** Records to use **

=== Section Start ===

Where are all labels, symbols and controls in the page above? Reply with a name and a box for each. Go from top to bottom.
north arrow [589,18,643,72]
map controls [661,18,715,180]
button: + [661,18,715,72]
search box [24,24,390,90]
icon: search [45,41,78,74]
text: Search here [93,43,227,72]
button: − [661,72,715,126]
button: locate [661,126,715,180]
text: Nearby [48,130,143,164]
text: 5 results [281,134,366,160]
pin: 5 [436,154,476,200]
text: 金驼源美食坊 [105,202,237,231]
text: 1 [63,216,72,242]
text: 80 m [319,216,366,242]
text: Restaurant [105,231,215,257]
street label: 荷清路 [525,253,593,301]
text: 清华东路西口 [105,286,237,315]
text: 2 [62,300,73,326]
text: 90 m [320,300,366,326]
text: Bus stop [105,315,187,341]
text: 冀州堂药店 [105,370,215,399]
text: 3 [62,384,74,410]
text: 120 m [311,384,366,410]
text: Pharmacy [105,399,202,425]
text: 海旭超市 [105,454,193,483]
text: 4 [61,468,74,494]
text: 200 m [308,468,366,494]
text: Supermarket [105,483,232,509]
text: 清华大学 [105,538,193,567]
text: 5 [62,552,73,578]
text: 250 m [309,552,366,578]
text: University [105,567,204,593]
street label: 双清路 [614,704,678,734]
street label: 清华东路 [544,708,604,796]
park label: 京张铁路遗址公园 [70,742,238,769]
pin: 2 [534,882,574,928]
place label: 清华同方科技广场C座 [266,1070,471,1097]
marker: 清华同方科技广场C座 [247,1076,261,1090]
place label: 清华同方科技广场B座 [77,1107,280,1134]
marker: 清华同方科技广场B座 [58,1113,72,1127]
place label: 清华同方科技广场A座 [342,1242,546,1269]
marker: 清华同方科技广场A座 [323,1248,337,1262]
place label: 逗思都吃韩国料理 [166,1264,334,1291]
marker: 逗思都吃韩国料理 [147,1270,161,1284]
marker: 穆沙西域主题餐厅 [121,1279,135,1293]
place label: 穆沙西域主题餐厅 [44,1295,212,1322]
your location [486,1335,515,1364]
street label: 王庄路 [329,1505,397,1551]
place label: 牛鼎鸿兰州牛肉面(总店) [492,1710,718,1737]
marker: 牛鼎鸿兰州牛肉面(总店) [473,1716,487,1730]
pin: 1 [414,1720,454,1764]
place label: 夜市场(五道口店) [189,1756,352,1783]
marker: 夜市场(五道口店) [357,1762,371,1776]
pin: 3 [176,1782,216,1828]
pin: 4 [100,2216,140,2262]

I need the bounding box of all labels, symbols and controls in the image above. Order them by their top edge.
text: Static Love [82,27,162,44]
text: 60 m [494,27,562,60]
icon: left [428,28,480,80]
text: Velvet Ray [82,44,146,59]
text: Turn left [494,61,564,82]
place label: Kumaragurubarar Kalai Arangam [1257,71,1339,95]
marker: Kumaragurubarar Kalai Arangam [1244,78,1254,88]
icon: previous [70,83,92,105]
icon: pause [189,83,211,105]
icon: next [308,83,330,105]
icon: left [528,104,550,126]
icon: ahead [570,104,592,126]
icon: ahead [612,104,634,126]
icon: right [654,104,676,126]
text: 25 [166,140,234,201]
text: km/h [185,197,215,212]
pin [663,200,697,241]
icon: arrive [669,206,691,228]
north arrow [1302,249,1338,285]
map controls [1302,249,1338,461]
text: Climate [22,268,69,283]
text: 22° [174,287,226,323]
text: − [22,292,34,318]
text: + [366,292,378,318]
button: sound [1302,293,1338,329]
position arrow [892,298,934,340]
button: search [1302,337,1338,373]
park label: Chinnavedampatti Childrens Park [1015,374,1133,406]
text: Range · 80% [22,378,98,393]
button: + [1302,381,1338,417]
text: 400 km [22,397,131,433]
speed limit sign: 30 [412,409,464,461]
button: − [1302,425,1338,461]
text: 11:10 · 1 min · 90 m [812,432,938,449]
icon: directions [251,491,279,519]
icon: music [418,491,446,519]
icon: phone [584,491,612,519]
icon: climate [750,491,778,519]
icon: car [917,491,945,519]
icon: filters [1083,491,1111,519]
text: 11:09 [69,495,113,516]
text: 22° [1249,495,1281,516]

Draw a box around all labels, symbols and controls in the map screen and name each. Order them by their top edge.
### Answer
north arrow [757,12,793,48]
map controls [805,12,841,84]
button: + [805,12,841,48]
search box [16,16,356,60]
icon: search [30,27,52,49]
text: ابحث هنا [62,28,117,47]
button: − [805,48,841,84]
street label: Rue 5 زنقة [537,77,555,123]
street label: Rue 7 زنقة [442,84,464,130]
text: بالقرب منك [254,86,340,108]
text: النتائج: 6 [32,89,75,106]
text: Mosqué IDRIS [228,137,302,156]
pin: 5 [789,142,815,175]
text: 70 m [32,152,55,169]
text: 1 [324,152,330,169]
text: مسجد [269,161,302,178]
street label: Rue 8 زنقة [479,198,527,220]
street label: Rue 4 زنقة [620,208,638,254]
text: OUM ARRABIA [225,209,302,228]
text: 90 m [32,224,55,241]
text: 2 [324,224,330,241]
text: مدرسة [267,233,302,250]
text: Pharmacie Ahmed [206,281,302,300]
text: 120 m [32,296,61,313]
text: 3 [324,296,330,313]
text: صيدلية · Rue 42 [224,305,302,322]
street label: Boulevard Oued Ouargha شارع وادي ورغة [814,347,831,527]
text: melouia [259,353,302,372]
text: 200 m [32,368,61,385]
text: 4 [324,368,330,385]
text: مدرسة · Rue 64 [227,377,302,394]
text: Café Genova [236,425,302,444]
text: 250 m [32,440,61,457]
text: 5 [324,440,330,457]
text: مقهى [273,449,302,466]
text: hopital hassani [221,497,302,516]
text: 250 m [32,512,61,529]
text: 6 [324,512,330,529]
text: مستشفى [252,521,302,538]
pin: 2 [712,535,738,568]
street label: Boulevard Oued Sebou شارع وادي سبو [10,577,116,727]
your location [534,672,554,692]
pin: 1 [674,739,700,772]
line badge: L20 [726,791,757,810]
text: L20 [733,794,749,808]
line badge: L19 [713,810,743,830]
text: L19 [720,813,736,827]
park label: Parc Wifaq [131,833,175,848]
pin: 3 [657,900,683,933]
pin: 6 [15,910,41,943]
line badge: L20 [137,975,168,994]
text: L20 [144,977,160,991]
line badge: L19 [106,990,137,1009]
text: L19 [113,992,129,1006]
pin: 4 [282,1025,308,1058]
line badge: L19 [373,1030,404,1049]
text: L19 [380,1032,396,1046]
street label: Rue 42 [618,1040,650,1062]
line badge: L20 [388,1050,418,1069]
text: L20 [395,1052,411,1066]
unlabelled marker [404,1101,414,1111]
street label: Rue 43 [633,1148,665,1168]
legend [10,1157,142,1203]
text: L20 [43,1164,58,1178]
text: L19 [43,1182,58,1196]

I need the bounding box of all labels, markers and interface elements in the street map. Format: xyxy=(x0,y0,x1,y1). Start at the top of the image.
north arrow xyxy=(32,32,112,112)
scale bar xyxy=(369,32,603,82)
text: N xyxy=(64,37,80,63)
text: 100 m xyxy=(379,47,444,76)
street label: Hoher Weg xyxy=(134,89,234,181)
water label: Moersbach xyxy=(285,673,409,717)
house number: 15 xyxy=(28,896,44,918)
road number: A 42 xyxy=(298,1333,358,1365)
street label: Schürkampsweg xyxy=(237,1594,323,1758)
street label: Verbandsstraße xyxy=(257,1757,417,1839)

=== Section End ===

** Activity **
Send back all of the material exactly as given.

** Task answer **
Where are all labels, symbols and controls in the page above? Reply with a name and a box for each. Go from top to bottom.
north arrow [589,18,643,72]
map controls [661,18,715,180]
button: + [661,18,715,72]
search box [24,24,390,90]
icon: search [45,41,78,74]
text: Search here [93,43,227,72]
button: − [661,72,715,126]
button: locate [661,126,715,180]
text: Nearby [48,130,143,164]
text: 5 results [281,134,366,160]
pin: 5 [436,154,476,200]
text: 金驼源美食坊 [105,202,237,231]
text: 1 [63,216,72,242]
text: 80 m [319,216,366,242]
text: Restaurant [105,231,215,257]
street label: 荷清路 [525,253,593,301]
text: 清华东路西口 [105,286,237,315]
text: 2 [62,300,73,326]
text: 90 m [320,300,366,326]
text: Bus stop [105,315,187,341]
text: 冀州堂药店 [105,370,215,399]
text: 3 [62,384,74,410]
text: 120 m [311,384,366,410]
text: Pharmacy [105,399,202,425]
text: 海旭超市 [105,454,193,483]
text: 4 [61,468,74,494]
text: 200 m [308,468,366,494]
text: Supermarket [105,483,232,509]
text: 清华大学 [105,538,193,567]
text: 5 [62,552,73,578]
text: 250 m [309,552,366,578]
text: University [105,567,204,593]
street label: 双清路 [614,704,678,734]
street label: 清华东路 [544,708,604,796]
park label: 京张铁路遗址公园 [70,742,238,769]
pin: 2 [534,882,574,928]
place label: 清华同方科技广场C座 [266,1070,471,1097]
marker: 清华同方科技广场C座 [247,1076,261,1090]
place label: 清华同方科技广场B座 [77,1107,280,1134]
marker: 清华同方科技广场B座 [58,1113,72,1127]
place label: 清华同方科技广场A座 [342,1242,546,1269]
marker: 清华同方科技广场A座 [323,1248,337,1262]
place label: 逗思都吃韩国料理 [166,1264,334,1291]
marker: 逗思都吃韩国料理 [147,1270,161,1284]
marker: 穆沙西域主题餐厅 [121,1279,135,1293]
place label: 穆沙西域主题餐厅 [44,1295,212,1322]
your location [486,1335,515,1364]
street label: 王庄路 [329,1505,397,1551]
place label: 牛鼎鸿兰州牛肉面(总店) [492,1710,718,1737]
marker: 牛鼎鸿兰州牛肉面(总店) [473,1716,487,1730]
pin: 1 [414,1720,454,1764]
place label: 夜市场(五道口店) [189,1756,352,1783]
marker: 夜市场(五道口店) [357,1762,371,1776]
pin: 3 [176,1782,216,1828]
pin: 4 [100,2216,140,2262]

I need the bounding box of all labels, symbols and controls in the image above. Order them by their top edge.
text: Static Love [82,27,162,44]
text: 60 m [494,27,562,60]
icon: left [428,28,480,80]
text: Velvet Ray [82,44,146,59]
text: Turn left [494,61,564,82]
place label: Kumaragurubarar Kalai Arangam [1257,71,1339,95]
marker: Kumaragurubarar Kalai Arangam [1244,78,1254,88]
icon: previous [70,83,92,105]
icon: pause [189,83,211,105]
icon: next [308,83,330,105]
icon: left [528,104,550,126]
icon: ahead [570,104,592,126]
icon: ahead [612,104,634,126]
icon: right [654,104,676,126]
text: 25 [166,140,234,201]
text: km/h [185,197,215,212]
pin [663,200,697,241]
icon: arrive [669,206,691,228]
north arrow [1302,249,1338,285]
map controls [1302,249,1338,461]
text: Climate [22,268,69,283]
text: 22° [174,287,226,323]
text: − [22,292,34,318]
text: + [366,292,378,318]
button: sound [1302,293,1338,329]
position arrow [892,298,934,340]
button: search [1302,337,1338,373]
park label: Chinnavedampatti Childrens Park [1015,374,1133,406]
text: Range · 80% [22,378,98,393]
button: + [1302,381,1338,417]
text: 400 km [22,397,131,433]
speed limit sign: 30 [412,409,464,461]
button: − [1302,425,1338,461]
text: 11:10 · 1 min · 90 m [812,432,938,449]
icon: directions [251,491,279,519]
icon: music [418,491,446,519]
icon: phone [584,491,612,519]
icon: climate [750,491,778,519]
icon: car [917,491,945,519]
icon: filters [1083,491,1111,519]
text: 11:09 [69,495,113,516]
text: 22° [1249,495,1281,516]

Draw a box around all labels, symbols and controls in the map screen and name each. Order them by their top edge.
### Answer
north arrow [757,12,793,48]
map controls [805,12,841,84]
button: + [805,12,841,48]
search box [16,16,356,60]
icon: search [30,27,52,49]
text: ابحث هنا [62,28,117,47]
button: − [805,48,841,84]
street label: Rue 5 زنقة [537,77,555,123]
street label: Rue 7 زنقة [442,84,464,130]
text: بالقرب منك [254,86,340,108]
text: النتائج: 6 [32,89,75,106]
text: Mosqué IDRIS [228,137,302,156]
pin: 5 [789,142,815,175]
text: 70 m [32,152,55,169]
text: 1 [324,152,330,169]
text: مسجد [269,161,302,178]
street label: Rue 8 زنقة [479,198,527,220]
street label: Rue 4 زنقة [620,208,638,254]
text: OUM ARRABIA [225,209,302,228]
text: 90 m [32,224,55,241]
text: 2 [324,224,330,241]
text: مدرسة [267,233,302,250]
text: Pharmacie Ahmed [206,281,302,300]
text: 120 m [32,296,61,313]
text: 3 [324,296,330,313]
text: صيدلية · Rue 42 [224,305,302,322]
street label: Boulevard Oued Ouargha شارع وادي ورغة [814,347,831,527]
text: melouia [259,353,302,372]
text: 200 m [32,368,61,385]
text: 4 [324,368,330,385]
text: مدرسة · Rue 64 [227,377,302,394]
text: Café Genova [236,425,302,444]
text: 250 m [32,440,61,457]
text: 5 [324,440,330,457]
text: مقهى [273,449,302,466]
text: hopital hassani [221,497,302,516]
text: 250 m [32,512,61,529]
text: 6 [324,512,330,529]
text: مستشفى [252,521,302,538]
pin: 2 [712,535,738,568]
street label: Boulevard Oued Sebou شارع وادي سبو [10,577,116,727]
your location [534,672,554,692]
pin: 1 [674,739,700,772]
line badge: L20 [726,791,757,810]
text: L20 [733,794,749,808]
line badge: L19 [713,810,743,830]
text: L19 [720,813,736,827]
park label: Parc Wifaq [131,833,175,848]
pin: 3 [657,900,683,933]
pin: 6 [15,910,41,943]
line badge: L20 [137,975,168,994]
text: L20 [144,977,160,991]
line badge: L19 [106,990,137,1009]
text: L19 [113,992,129,1006]
pin: 4 [282,1025,308,1058]
line badge: L19 [373,1030,404,1049]
text: L19 [380,1032,396,1046]
street label: Rue 42 [618,1040,650,1062]
line badge: L20 [388,1050,418,1069]
text: L20 [395,1052,411,1066]
unlabelled marker [404,1101,414,1111]
street label: Rue 43 [633,1148,665,1168]
legend [10,1157,142,1203]
text: L20 [43,1164,58,1178]
text: L19 [43,1182,58,1196]

I need the bounding box of all labels, markers and interface elements in the street map. Format: xyxy=(x0,y0,x1,y1). Start at the top of the image.
north arrow xyxy=(32,32,112,112)
scale bar xyxy=(369,32,603,82)
text: N xyxy=(64,37,80,63)
text: 100 m xyxy=(379,47,444,76)
street label: Hoher Weg xyxy=(134,89,234,181)
water label: Moersbach xyxy=(285,673,409,717)
house number: 15 xyxy=(28,896,44,918)
road number: A 42 xyxy=(298,1333,358,1365)
street label: Schürkampsweg xyxy=(237,1594,323,1758)
street label: Verbandsstraße xyxy=(257,1757,417,1839)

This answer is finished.